- Exercise brief: Your job is to return every line in the data holding the string "xChannelSelector".

- Entries shown:
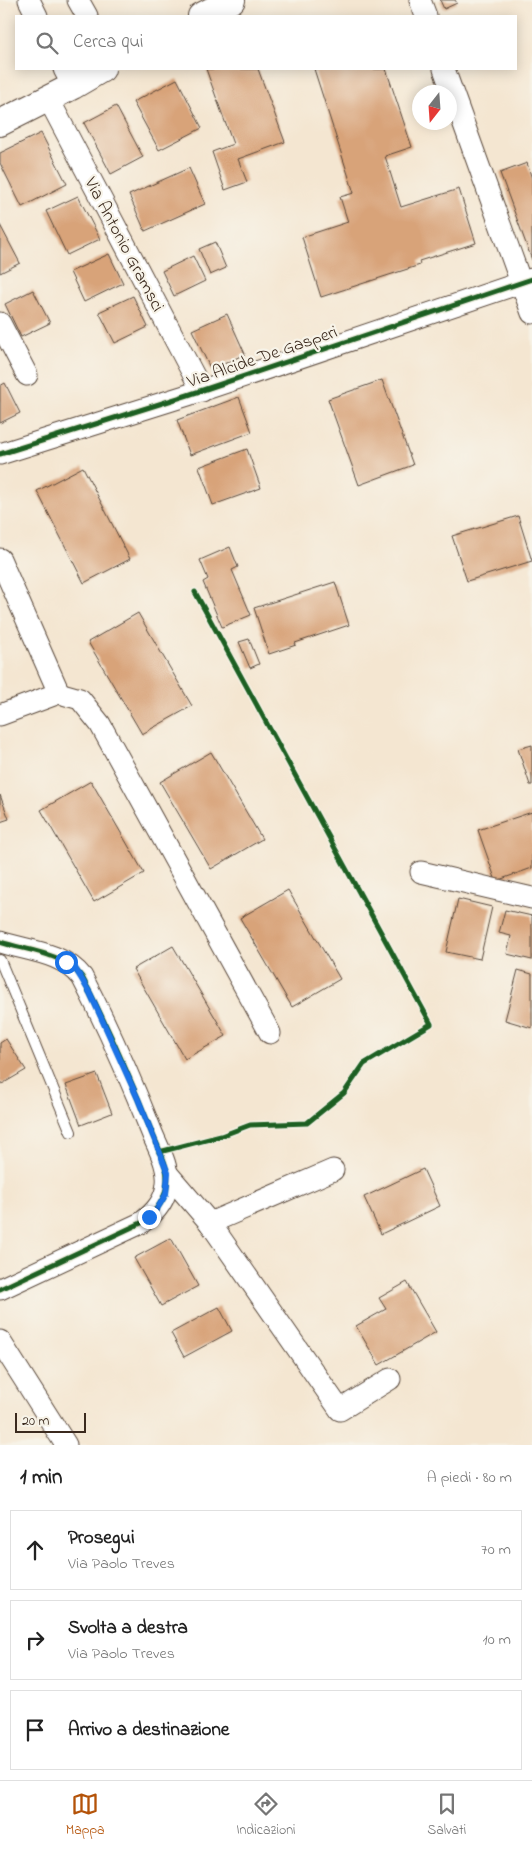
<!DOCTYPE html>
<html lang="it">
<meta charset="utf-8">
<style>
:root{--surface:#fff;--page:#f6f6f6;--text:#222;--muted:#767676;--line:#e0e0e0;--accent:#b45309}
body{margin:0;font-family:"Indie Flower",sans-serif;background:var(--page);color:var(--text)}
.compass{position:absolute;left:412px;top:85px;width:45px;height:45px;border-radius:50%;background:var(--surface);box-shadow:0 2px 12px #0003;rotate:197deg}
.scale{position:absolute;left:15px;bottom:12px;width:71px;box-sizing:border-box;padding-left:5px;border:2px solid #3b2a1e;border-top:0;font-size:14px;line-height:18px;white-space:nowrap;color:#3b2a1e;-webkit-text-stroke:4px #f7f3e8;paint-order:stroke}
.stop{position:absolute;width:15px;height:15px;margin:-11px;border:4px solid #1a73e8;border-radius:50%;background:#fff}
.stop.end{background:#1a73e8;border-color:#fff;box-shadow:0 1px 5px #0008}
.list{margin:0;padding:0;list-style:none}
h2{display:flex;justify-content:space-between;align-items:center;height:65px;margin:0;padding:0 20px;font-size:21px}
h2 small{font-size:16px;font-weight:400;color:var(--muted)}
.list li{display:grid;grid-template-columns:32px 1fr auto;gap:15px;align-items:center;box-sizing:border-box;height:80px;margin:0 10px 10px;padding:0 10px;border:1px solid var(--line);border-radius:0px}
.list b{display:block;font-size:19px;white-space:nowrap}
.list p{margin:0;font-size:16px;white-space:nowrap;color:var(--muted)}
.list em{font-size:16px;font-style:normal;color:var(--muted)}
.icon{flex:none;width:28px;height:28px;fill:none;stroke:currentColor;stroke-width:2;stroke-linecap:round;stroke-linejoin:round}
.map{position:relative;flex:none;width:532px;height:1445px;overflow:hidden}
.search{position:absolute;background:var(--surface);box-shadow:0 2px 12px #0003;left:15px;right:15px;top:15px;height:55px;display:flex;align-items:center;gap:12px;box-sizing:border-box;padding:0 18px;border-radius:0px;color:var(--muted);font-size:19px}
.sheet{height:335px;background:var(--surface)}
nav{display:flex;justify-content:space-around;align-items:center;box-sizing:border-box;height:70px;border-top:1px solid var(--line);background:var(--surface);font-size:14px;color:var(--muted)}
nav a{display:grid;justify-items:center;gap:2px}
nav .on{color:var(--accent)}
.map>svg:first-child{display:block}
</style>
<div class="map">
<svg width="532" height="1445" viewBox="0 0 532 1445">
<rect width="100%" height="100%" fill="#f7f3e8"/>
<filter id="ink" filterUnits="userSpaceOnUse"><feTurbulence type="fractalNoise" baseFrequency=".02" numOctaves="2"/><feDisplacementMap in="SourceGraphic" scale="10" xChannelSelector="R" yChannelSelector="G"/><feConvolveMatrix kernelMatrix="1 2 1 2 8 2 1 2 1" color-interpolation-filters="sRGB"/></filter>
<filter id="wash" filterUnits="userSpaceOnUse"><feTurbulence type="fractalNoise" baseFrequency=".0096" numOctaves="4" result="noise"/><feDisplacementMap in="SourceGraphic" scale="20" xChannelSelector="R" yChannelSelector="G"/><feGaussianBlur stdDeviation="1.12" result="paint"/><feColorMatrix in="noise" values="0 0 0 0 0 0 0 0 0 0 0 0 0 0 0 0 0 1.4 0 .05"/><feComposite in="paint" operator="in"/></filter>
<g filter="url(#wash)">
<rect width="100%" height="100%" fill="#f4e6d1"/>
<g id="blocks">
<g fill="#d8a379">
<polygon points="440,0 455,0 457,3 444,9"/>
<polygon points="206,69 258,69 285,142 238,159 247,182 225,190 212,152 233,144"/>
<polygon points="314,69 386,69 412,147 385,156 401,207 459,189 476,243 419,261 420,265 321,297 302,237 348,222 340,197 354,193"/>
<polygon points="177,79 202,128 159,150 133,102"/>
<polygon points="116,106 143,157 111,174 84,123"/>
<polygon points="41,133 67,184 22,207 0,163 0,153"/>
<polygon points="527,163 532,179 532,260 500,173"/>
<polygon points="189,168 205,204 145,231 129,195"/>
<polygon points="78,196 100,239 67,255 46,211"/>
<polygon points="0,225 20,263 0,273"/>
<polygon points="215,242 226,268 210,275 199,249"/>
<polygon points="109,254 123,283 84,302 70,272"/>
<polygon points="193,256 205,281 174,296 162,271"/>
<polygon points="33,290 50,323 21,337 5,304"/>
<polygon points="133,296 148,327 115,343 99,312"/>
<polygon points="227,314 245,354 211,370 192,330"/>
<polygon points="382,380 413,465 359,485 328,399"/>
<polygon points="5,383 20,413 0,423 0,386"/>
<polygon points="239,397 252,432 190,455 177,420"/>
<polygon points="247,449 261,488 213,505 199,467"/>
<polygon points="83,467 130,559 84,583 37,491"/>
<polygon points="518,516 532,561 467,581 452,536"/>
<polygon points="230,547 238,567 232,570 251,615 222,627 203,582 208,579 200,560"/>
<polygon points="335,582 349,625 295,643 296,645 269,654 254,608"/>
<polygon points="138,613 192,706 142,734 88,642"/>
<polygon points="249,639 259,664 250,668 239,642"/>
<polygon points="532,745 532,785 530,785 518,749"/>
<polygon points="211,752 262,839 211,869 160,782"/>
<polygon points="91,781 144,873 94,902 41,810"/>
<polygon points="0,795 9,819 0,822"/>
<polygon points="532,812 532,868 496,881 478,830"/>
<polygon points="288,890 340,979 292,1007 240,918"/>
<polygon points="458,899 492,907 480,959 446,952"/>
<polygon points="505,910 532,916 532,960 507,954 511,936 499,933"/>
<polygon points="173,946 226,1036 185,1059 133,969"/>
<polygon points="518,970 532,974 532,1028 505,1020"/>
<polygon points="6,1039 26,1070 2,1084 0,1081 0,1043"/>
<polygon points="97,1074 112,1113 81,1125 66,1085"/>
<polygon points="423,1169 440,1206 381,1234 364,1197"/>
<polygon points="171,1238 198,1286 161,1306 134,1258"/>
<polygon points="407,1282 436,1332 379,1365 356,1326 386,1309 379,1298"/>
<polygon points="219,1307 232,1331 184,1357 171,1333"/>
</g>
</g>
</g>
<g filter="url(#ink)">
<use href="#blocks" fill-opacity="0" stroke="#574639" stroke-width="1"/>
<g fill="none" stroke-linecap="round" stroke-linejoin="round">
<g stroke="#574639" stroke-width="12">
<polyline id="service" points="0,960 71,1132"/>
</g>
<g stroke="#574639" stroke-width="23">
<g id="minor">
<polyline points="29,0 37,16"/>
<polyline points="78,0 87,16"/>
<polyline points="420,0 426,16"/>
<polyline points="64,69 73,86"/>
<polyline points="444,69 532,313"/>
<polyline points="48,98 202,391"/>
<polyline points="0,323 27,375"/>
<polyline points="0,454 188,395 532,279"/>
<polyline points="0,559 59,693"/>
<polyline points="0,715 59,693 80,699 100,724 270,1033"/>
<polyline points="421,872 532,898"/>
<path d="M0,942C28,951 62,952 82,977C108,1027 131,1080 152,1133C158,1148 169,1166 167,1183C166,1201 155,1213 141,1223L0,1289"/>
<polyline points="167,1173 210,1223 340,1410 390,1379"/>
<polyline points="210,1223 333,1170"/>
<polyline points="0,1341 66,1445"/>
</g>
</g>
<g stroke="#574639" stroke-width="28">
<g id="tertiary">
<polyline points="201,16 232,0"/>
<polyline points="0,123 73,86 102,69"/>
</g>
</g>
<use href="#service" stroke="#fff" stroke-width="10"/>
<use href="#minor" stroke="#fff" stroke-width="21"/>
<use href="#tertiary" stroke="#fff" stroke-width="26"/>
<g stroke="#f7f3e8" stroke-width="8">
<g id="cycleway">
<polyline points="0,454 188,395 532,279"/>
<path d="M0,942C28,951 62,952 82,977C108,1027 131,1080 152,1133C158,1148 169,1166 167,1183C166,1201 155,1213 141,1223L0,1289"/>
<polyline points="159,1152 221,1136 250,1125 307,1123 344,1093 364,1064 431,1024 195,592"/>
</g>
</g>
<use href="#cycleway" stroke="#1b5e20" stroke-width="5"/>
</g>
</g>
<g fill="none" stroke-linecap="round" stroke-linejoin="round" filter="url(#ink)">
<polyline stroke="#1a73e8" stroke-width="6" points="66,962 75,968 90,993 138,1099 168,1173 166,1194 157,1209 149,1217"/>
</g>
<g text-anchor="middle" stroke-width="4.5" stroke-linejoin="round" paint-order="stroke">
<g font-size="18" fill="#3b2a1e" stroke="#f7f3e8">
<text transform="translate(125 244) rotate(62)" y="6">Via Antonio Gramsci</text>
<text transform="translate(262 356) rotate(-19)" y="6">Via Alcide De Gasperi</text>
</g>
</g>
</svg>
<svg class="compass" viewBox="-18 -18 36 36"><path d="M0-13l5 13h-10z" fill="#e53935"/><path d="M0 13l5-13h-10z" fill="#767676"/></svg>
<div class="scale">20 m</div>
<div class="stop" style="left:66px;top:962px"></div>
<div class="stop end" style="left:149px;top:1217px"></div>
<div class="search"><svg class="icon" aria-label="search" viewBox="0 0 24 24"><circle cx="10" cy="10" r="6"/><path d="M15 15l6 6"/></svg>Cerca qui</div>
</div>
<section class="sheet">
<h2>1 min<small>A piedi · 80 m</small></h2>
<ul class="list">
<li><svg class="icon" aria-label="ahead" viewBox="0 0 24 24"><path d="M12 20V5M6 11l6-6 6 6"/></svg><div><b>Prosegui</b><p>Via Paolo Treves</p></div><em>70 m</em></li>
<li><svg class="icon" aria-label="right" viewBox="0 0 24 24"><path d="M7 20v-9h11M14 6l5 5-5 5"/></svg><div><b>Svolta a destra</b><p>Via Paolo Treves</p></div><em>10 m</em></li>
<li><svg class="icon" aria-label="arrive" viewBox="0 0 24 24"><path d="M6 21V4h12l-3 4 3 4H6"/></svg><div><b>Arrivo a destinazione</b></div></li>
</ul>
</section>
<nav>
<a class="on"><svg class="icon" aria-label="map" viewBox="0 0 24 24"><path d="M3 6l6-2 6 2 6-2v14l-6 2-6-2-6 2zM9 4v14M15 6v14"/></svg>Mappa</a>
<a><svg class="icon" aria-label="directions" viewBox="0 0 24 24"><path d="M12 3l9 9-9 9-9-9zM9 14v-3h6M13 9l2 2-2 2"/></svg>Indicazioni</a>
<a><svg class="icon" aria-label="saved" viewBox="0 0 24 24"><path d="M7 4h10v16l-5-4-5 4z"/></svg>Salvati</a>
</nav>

- Output of the task:
<filter id="ink" filterUnits="userSpaceOnUse"><feTurbulence type="fractalNoise" baseFrequency=".02" numOctaves="2"/><feDisplacementMap in="SourceGraphic" scale="10" xChannelSelector="R" yChannelSelector="G"/><feConvolveMatrix kernelMatrix="1 2 1 2 8 2 1 2 1" color-interpolation-filters="sRGB"/></filter>
<filter id="wash" filterUnits="userSpaceOnUse"><feTurbulence type="fractalNoise" baseFrequency=".0096" numOctaves="4" result="noise"/><feDisplacementMap in="SourceGraphic" scale="20" xChannelSelector="R" yChannelSelector="G"/><feGaussianBlur stdDeviation="1.12" result="paint"/><feColorMatrix in="noise" values="0 0 0 0 0 0 0 0 0 0 0 0 0 0 0 0 0 1.4 0 .05"/><feComposite in="paint" operator="in"/></filter>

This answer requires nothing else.